Um dos principais erros é triturar comprimidos ou abrir o conteúdo de cápsulas para facilitar a deglutição. “É um problema, e é sério. Uma cápsula pode ser desenvolvida para não se degradar no estômago. Se você retira o conteúdo da membrana, ela pode perder o efeito”, afirma Chung Man Chin, do Departamento de Fármacos e Medicamentos da Faculdade de Ciências Farmacêuticas da Universidade Estadual Paulista de Araraquara.
Absorção acelerada
Outro problema desse procedimento é acelerar a absorção dos princípios ativos pelo organismo. Como cada comprimido é planejado para ter um tempo de atividade e assimilação no corpo, a quebra de um revestimento, por exemplo, pode desregular esses mecanismos.
“Se for um remédio com revestimento ou estrutura que permite uma liberação prolongada, acaba-se com a função do medicamento, correndo o risco de ocorrer uma absorção intensa e sofrer intoxicação”, alerta Maria Aparecida Nicoletti, farmacêutica responsável pela Farmácia Universitária da Faculdade de Ciências Farmacêuticas da USP (Universidade de São Paulo).
O mais indicado, caso seja difícil ingerir o remédio inteiro, é procurar outras formas de apresentação, como gotas ou xaropes. “Existem fórmulas para crianças, em tamanhos e formas mais adequadas, por exemplo. Não é preciso improvisar”, diz Rizzi.
Quebrar o comprimido ao meio também não é indicado. Alguns especialistas acreditam que os princípios ativos da droga não estejam distribuídos igualmente por todo o produto, ainda que sejam feitos testes de uniformidade durante a produção. O principal problema nesse caso é, novamente, a absorção incorreta do medicamento pelo organismo. Alguns analgésicos e antialérgicos, por exemplo, têm um sistema de liberação modificada – se cortados, podem perder o efeito.

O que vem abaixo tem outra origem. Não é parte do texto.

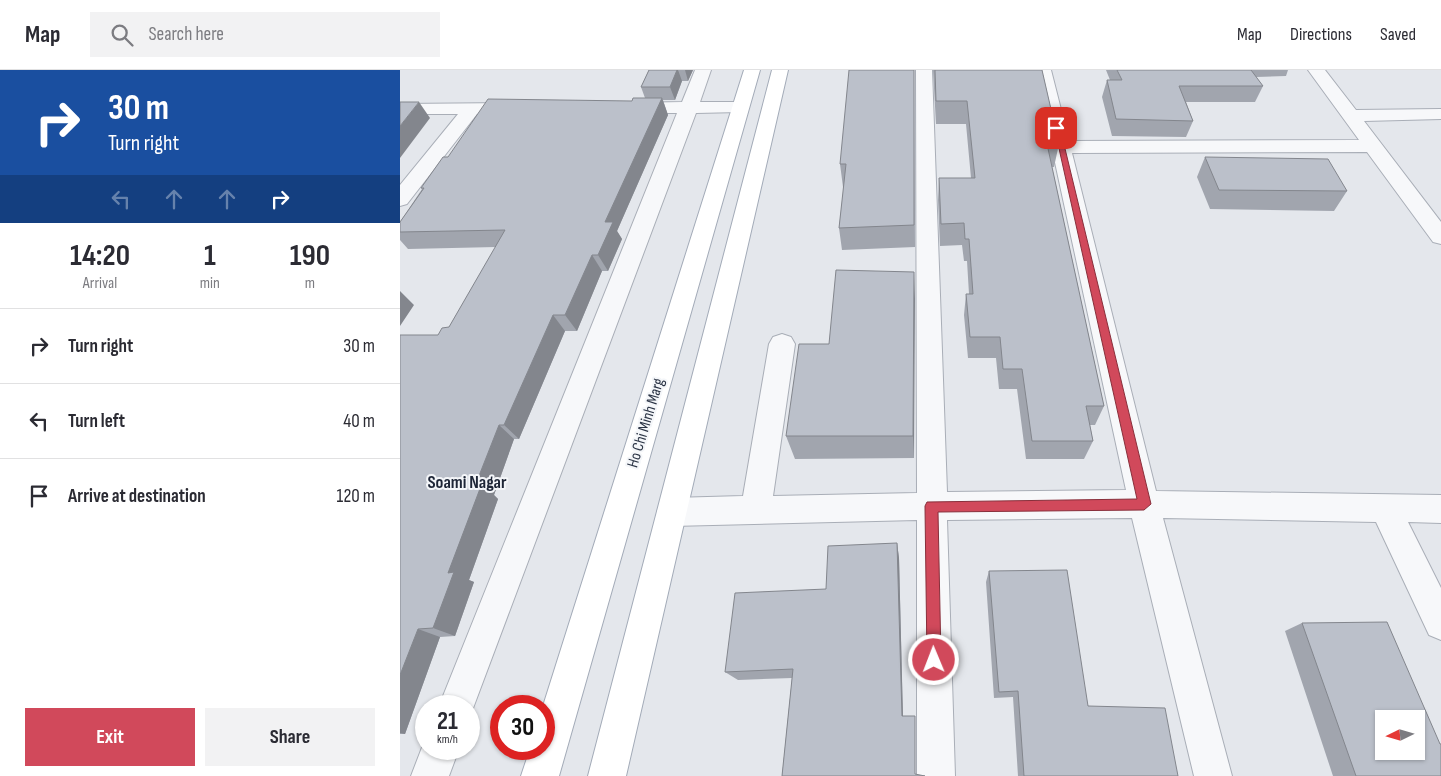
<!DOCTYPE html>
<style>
:root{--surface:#fff;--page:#f2f2f3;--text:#2b2b33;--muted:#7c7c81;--line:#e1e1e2;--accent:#d1495b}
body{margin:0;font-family:"Sofia Sans Condensed",sans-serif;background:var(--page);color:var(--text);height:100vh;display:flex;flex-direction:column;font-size:19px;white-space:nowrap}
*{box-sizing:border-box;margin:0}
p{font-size:16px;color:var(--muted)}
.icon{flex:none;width:28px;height:28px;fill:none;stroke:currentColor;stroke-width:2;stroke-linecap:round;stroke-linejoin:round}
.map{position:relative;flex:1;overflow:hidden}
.details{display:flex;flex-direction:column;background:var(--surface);width:400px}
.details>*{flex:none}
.guide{background:#1a4fa0;color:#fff;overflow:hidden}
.needle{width:32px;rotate:265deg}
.fabs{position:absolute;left:975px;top:640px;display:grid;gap:10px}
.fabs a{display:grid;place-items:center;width:50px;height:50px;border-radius:0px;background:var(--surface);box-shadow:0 1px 4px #0004;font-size:25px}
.speed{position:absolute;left:15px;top:625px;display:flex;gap:10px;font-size:25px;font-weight:700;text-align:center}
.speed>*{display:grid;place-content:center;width:65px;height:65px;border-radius:50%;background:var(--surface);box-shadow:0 1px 4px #0004;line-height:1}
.speed small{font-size:12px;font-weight:400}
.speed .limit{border:8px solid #d22;background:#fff;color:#111}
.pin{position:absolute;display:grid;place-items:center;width:42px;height:42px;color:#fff;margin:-21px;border-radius:10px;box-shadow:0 2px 8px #0006}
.me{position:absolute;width:55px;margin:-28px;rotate:359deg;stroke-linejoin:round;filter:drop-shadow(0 0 4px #0008)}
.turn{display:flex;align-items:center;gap:18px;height:105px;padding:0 25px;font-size:22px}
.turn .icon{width:65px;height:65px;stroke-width:2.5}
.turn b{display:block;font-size:35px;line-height:42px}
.lanes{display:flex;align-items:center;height:48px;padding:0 25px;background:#0003;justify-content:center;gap:25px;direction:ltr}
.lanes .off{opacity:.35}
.eta{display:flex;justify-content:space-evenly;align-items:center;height:85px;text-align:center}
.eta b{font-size:30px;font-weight:700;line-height:35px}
.primary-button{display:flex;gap:10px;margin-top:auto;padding:10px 25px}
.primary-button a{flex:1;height:58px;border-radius:0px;background:var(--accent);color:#fff;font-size:20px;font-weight:700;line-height:58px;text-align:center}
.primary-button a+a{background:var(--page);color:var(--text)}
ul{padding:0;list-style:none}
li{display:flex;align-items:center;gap:15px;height:75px;padding:0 25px;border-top:1px solid var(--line)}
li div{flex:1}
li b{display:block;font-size:19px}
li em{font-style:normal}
header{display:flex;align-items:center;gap:30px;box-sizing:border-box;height:70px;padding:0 25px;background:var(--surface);border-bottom:1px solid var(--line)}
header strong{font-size:24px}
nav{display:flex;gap:28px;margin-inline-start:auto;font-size:18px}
.search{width:350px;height:45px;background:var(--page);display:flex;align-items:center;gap:12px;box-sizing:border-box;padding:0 18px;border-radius:0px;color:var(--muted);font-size:19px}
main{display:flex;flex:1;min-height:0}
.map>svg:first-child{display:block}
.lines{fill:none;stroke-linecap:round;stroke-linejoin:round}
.minor-casing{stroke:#a9aeb7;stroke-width:2}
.major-casing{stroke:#a3abb8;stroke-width:2}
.minor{fill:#f7f8fa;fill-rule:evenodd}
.major{fill:#fff;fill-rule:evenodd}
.wall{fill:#a1a5ae}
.shaded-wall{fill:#83868d}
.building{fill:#bbc0ca;stroke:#83868d;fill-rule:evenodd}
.route{fill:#d1495b;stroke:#882f3b}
.labels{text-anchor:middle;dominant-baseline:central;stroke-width:4;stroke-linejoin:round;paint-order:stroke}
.street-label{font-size:16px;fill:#2b3445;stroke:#f4f6f9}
.neighbourhood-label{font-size:18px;font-weight:bold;fill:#1d2536;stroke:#f4f6f9}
</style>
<header>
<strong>Map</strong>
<div class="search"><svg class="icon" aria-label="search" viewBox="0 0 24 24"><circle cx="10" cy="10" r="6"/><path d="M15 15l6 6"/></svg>Search here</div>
<nav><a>Map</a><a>Directions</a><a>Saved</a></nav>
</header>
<main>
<section class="details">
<div class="guide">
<div class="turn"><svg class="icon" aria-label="right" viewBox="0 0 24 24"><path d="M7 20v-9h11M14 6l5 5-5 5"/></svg><div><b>30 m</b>Turn right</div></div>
<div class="lanes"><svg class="icon off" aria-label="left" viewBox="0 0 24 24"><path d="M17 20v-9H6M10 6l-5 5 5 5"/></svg><svg class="icon off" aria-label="ahead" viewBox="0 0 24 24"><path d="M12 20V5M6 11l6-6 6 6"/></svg><svg class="icon off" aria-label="ahead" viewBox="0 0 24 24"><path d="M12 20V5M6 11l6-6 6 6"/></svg><svg class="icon" aria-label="right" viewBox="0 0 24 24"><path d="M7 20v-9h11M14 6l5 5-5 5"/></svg></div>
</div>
<div class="eta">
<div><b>14:20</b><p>Arrival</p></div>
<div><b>1</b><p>min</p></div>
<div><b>190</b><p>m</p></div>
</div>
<ul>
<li><svg class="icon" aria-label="right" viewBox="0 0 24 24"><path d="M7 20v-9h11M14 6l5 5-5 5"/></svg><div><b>Turn right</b></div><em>30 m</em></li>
<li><svg class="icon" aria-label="left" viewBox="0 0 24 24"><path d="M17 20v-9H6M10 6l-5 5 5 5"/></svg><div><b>Turn left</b></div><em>40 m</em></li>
<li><svg class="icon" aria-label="arrive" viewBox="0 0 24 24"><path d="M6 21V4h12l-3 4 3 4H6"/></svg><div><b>Arrive at destination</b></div><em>120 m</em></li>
</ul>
<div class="primary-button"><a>Exit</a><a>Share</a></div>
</section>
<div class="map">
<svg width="1041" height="706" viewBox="0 0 1041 706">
<rect width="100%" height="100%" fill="#e4e7ec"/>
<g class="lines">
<defs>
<path id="minor" d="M295,0h16l-11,32h40l6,1 3,4 -3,4 -6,1 -44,1 -227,606v-13h-30l238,-593h-48l-6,-1 -3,-4 3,-4 6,-1 53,-1z
M516,0h16l15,422 179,-2 -91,-420h16l18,71 290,-1 -51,-70h17l31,40 85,-1v10l-77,2 77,101v22l-8,-2 -66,-90 -295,1 84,338 285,4v28l-33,-1 33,66v52l-12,-5 -53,-113 -213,-4 69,258h-38l-62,-258 -185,2 8,256h-38v-256l-245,6 -11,-4 -4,-10 4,-10 11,-4 71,-2 26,-152 4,-7 9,-3 9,3 4,7 -22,152 144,-3z
M118,33l6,1 3,4 -3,4 -47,2 -70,90 -7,2v-21l58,-71h-58v-10z
M26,667v12h33l-10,27h-38z"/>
<path id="major" d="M344,0h16l-201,706h-38l9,-27h14l-1,-43z
M372,0h16l-162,706h-38z"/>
</defs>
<!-- minor casing -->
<use href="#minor" class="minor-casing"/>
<!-- major casing -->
<use href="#major" class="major-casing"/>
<!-- minor -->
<use href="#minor" class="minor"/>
<!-- major -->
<use href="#major" class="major"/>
</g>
<!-- wall -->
<path class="wall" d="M249,0h44l-5,11h-6l-7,19h-12l5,15 -51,116 5,8 -14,32h-6l-25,60h-12l-46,108h-5l-20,56 4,4 -29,81 5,2 -19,54 -15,1 -35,97h-5v-399h38l11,-8 47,-80 -88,2 -8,-9v-18l22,-33 -1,-1 27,-31 197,-59 -4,-11z
M514,0l1,177 -73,3 -3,-22 5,-41h-1l-3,-23z
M533,0h109l17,74 -5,23h-2l52,239 -9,19h-5l3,16 -9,18h-58l-9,-70h-18l-3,-31h-28l-4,-43 2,-21h3l-2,-33h-3l-2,-16 -22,1 -2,-46 1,-22h32l-5,-54h-30z
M706,0h182l-2,6 -30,1 7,9 -8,16h-69l7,19 -7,16 -74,-1 -10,-39 5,-17h3z
M805,87l142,34 -13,20 -124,-2 -13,-32z
M514,202v186l-119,1 -9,-23z
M497,473l2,15 4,158h12v5l-133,55 10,-98 -54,2 -13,-8 101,-83z
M589,501l99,135 90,70h-160l-5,-79 -19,1 -8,-116z
M902,553l138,121 1,32h-108l-48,-145z"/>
<!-- shaded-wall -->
<path class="shaded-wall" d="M277,0h1l4,11 -7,19 -5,-13z
M285,0h8l-5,11z
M262,28l6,17 -51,116 5,8 -14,32 -10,-16 7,-33z
M19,32l11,16 -30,40v-32z
M192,185l10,16 -25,60 -12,-16z
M514,202l1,27 -1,159 -1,-22z
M0,221l14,14 -14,21z
M153,245l12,16 -46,108 -15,-14z
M99,355l15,14 -20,56 4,4 -29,81 5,2 -19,54 -22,-8 15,-55 27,-87z
M497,473l2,15 4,164 -1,-6z
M18,559l22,8 -35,97 -5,-1v-58z"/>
<!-- building -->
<path class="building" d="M249,0h28l-7,17h-29z
M449,0h65v155l-75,3 7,-64h-6z
M535,0h107l17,74h-12l57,262h-18l7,35h-61l-10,-72h-19l-3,-32h-30l-4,-43h7l-4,-55h-4l-1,-16 -23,1 -2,-46h36l-8,-77h-31z
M717,0h134l12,16h-84l14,35 -77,-2 -9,-39h15z
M233,28h29l-57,124h8l-15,33h-6l-27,60h-12l-49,110h-5l-24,61h6l-33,87 6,-1 -21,56 -15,1 -18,46v-340h38l4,-7 7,-1 56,-97 -105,2v-10l24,-34h-3l22,-31h5l40,-58 144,2z
M0,32h19l-19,24z
M805,87l123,2 19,32 -128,-1z
M436,200l78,2 -1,164h-127l13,-92h30z
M497,473l5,173h13v58l10,2h-143l11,-107 -68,3 10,-79 91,-4 2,-43z
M667,500l21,136 77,2 13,68h-154l-6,-85 -19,1 -10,-121z
M987,552l53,122h1v32h-85l-54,-153zM984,649h32v32h-32z"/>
<!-- route -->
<path class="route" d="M654,56l6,2 91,376 -7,6 -206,2 3,148 -2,5 -5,2 -5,-2 -2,-5 -2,-154 2,-4 210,-3z"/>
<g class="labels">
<!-- street labels -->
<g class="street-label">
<text transform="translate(246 353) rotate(-73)">Ho Chi Minh Marg</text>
</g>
<!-- neighbourhood labels -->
<g class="neighbourhood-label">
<text x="67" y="412">Soami Nagar</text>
</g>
</g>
</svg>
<div class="fabs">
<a><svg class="needle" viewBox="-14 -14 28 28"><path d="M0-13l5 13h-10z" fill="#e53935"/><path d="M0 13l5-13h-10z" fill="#7c7c81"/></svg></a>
</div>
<div class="speed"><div>21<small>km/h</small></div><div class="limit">30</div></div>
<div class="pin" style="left:656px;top:58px;background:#d93025"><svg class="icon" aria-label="arrive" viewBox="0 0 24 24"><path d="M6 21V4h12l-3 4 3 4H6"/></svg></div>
<svg class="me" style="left:534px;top:590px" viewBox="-20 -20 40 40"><circle r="17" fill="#d1495b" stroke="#fff" stroke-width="3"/><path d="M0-11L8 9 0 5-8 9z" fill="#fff"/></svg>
</div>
</main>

Antibióticos são normalmente revestidos por serem sensíveis ao pH ácido do estômago e deverem passar íntegros pelo órgão. Uma vez quebrados, podem perder parte das propriedades. “No entanto, quando o médico sugere que se parta o medicamento, entende-se que ele conhece a proposta do remédio e sabe se pode ou não usar somente uma parte”, pondera Nicoletti, da USP.
Bebidas
Alguns remédios interagem com bebidas, caso dos antibióticos, que não devem ser ingeridos com leite – o alimento reduz o efeito da droga. “Alguns antipsicóticos podem interagir com algumas bebidas e perder as propriedades desejadas”, acrescenta Chin.
Ingerir remédios em gotas misturados a bebidas com sabor – como sucos e refrigerantes – para mascarar o gosto ruim também pode levar à redução do potencial terapêutico do remédio. O recomendado é diluí-los em água.
Segundo o CRF-SP, os remédios são a principal causa de intoxicação nos centros de farmacovigilância em todo o país – um dos motivos são interações medicamentosas, que podem ocorrer com falta de orientação sobre o uso das drogas.